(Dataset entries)
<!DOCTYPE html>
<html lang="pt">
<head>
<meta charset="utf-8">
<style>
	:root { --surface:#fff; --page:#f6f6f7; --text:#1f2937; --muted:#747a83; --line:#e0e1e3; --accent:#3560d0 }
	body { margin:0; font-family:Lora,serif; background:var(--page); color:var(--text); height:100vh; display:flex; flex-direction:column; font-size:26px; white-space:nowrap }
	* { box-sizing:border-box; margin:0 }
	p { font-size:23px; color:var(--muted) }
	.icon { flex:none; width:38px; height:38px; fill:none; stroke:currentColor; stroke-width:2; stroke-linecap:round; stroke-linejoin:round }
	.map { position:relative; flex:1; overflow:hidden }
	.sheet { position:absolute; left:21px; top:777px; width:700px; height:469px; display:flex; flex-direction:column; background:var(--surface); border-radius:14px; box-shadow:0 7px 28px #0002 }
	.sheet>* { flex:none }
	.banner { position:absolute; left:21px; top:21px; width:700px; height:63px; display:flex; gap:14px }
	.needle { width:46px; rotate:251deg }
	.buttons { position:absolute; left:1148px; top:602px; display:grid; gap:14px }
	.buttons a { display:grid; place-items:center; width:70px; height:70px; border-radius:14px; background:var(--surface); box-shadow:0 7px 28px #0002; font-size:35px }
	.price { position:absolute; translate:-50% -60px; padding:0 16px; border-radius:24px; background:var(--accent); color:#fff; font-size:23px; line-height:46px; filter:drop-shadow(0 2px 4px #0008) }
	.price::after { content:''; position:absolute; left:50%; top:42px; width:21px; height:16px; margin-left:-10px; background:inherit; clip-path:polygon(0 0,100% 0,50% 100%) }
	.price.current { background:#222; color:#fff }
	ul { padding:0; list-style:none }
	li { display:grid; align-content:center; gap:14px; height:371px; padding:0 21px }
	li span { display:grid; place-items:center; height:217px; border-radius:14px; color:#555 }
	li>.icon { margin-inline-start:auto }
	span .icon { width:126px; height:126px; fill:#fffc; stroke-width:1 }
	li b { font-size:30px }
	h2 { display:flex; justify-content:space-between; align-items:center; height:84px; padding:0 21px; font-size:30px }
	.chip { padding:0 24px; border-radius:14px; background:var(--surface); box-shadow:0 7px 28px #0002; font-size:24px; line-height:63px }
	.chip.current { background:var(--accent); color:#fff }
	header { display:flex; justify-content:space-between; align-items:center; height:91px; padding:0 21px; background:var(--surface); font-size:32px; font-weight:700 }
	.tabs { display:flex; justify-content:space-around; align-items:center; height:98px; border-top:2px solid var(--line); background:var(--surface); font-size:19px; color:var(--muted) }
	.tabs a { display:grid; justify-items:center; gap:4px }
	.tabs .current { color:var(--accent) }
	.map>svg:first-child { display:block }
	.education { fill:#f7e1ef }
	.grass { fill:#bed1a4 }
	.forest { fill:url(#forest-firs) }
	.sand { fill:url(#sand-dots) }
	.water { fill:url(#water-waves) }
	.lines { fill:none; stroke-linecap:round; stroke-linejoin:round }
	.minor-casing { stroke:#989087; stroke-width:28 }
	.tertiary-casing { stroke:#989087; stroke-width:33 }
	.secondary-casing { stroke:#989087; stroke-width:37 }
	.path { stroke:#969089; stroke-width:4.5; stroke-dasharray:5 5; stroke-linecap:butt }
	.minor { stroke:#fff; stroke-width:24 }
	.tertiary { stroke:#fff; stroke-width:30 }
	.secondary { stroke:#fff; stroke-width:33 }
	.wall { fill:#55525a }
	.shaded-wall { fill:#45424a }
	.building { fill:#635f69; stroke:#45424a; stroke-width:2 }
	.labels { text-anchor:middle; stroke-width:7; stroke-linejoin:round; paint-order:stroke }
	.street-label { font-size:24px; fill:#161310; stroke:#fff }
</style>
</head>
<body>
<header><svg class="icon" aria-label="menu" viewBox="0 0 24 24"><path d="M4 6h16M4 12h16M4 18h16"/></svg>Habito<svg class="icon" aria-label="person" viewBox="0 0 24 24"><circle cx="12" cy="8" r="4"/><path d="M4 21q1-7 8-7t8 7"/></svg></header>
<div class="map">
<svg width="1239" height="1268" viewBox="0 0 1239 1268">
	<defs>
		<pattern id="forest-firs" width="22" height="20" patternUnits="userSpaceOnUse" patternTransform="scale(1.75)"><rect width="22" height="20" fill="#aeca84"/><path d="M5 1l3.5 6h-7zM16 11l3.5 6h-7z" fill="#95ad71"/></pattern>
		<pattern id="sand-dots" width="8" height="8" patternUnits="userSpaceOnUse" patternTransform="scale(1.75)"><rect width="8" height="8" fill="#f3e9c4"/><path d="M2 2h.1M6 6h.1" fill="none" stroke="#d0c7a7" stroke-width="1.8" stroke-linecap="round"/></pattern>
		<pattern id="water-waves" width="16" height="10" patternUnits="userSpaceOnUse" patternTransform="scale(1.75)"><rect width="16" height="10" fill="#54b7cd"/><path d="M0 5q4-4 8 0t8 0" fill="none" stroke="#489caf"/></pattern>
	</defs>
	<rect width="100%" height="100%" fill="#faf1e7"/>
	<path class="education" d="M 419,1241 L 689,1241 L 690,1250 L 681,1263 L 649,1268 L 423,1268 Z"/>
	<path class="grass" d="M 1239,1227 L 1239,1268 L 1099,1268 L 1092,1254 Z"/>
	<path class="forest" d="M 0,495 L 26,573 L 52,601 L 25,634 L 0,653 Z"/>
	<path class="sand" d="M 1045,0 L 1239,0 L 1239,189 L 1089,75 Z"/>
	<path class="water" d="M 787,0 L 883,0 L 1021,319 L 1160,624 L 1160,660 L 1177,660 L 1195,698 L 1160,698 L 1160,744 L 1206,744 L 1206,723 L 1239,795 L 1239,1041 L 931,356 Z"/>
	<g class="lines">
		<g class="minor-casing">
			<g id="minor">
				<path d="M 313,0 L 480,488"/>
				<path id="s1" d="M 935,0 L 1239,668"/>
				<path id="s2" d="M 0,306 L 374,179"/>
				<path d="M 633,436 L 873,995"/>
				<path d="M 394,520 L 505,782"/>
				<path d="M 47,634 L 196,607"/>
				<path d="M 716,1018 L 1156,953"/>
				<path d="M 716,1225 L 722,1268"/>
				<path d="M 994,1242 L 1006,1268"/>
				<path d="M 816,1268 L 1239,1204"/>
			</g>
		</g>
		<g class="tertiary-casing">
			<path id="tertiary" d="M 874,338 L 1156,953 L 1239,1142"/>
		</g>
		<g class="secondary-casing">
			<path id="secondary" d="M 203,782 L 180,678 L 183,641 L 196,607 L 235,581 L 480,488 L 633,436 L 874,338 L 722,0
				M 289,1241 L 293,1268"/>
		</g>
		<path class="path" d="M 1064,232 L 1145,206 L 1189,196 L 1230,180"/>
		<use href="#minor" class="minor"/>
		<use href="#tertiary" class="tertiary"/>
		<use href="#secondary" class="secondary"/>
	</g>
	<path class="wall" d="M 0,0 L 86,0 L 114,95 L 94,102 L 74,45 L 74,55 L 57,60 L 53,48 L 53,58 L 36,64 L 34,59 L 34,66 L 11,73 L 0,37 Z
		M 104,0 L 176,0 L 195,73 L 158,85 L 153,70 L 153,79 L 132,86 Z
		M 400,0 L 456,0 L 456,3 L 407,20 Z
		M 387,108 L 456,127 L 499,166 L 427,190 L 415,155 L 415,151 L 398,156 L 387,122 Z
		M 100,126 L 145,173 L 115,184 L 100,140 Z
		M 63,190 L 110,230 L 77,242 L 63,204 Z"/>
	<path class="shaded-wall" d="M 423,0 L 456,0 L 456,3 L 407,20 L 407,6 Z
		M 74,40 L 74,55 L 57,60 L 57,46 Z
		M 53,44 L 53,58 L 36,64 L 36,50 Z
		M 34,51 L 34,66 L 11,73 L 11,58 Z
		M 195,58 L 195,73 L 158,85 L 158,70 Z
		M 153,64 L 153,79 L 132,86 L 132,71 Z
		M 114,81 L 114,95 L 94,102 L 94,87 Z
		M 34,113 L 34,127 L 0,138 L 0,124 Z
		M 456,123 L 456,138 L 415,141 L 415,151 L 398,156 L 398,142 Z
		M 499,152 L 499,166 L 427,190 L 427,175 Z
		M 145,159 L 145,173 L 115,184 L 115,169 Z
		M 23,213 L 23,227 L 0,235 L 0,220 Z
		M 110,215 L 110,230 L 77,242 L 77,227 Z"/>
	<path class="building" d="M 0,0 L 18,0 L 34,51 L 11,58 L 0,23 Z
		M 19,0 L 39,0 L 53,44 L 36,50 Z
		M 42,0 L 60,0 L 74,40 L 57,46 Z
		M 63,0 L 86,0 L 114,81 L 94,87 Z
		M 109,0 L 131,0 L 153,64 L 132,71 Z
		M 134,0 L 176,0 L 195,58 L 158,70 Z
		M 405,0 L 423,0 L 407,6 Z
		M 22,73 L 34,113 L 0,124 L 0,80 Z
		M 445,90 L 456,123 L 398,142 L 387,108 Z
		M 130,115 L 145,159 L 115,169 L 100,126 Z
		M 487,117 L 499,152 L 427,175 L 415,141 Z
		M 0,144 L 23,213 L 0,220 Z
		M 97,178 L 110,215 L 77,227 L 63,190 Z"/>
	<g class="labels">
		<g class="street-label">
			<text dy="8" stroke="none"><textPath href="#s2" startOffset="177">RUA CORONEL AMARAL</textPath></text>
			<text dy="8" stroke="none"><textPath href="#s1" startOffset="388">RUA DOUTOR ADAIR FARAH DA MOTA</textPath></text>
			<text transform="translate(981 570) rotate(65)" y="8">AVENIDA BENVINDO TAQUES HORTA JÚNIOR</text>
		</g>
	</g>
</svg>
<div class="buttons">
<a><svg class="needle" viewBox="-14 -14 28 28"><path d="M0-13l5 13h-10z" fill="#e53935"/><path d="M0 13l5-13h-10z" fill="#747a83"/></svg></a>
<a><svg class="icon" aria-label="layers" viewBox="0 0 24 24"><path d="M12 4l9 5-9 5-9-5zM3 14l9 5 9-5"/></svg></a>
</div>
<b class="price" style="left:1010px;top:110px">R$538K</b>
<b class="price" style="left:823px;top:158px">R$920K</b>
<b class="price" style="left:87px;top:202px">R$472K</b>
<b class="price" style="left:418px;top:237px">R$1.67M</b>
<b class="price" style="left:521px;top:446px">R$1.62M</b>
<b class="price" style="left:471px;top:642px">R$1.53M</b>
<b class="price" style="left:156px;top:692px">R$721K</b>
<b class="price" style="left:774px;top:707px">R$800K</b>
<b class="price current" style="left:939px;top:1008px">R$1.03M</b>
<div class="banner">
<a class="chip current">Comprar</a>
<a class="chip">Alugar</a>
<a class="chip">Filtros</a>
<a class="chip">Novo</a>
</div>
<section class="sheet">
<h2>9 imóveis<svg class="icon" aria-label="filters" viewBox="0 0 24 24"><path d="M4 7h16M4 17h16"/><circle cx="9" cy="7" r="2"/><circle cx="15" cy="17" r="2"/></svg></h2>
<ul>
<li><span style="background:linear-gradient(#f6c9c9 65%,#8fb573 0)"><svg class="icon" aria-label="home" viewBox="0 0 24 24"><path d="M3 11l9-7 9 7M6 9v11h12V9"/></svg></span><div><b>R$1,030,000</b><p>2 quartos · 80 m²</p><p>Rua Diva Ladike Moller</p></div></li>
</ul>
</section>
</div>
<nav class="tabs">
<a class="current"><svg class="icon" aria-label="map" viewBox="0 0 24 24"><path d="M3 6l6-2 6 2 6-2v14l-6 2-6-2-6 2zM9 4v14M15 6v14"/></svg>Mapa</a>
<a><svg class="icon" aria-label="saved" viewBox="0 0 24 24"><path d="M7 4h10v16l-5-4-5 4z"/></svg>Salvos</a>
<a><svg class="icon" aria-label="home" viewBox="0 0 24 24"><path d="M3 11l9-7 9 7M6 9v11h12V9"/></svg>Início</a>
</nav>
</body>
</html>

Assigned task: Above are the records. Copy the lines beginning at the one that has "407,20 L 407,6 Z" and ending with the one that has "M 23,213 L 23,227 L 0,235 L 0,220 Z", unchanged.

Expected answer:
	<path class="shaded-wall" d="M 423,0 L 456,0 L 456,3 L 407,20 L 407,6 Z
		M 74,40 L 74,55 L 57,60 L 57,46 Z
		M 53,44 L 53,58 L 36,64 L 36,50 Z
		M 34,51 L 34,66 L 11,73 L 11,58 Z
		M 195,58 L 195,73 L 158,85 L 158,70 Z
		M 153,64 L 153,79 L 132,86 L 132,71 Z
		M 114,81 L 114,95 L 94,102 L 94,87 Z
		M 34,113 L 34,127 L 0,138 L 0,124 Z
		M 456,123 L 456,138 L 415,141 L 415,151 L 398,156 L 398,142 Z
		M 499,152 L 499,166 L 427,190 L 427,175 Z
		M 145,159 L 145,173 L 115,184 L 115,169 Z
		M 23,213 L 23,227 L 0,235 L 0,220 Z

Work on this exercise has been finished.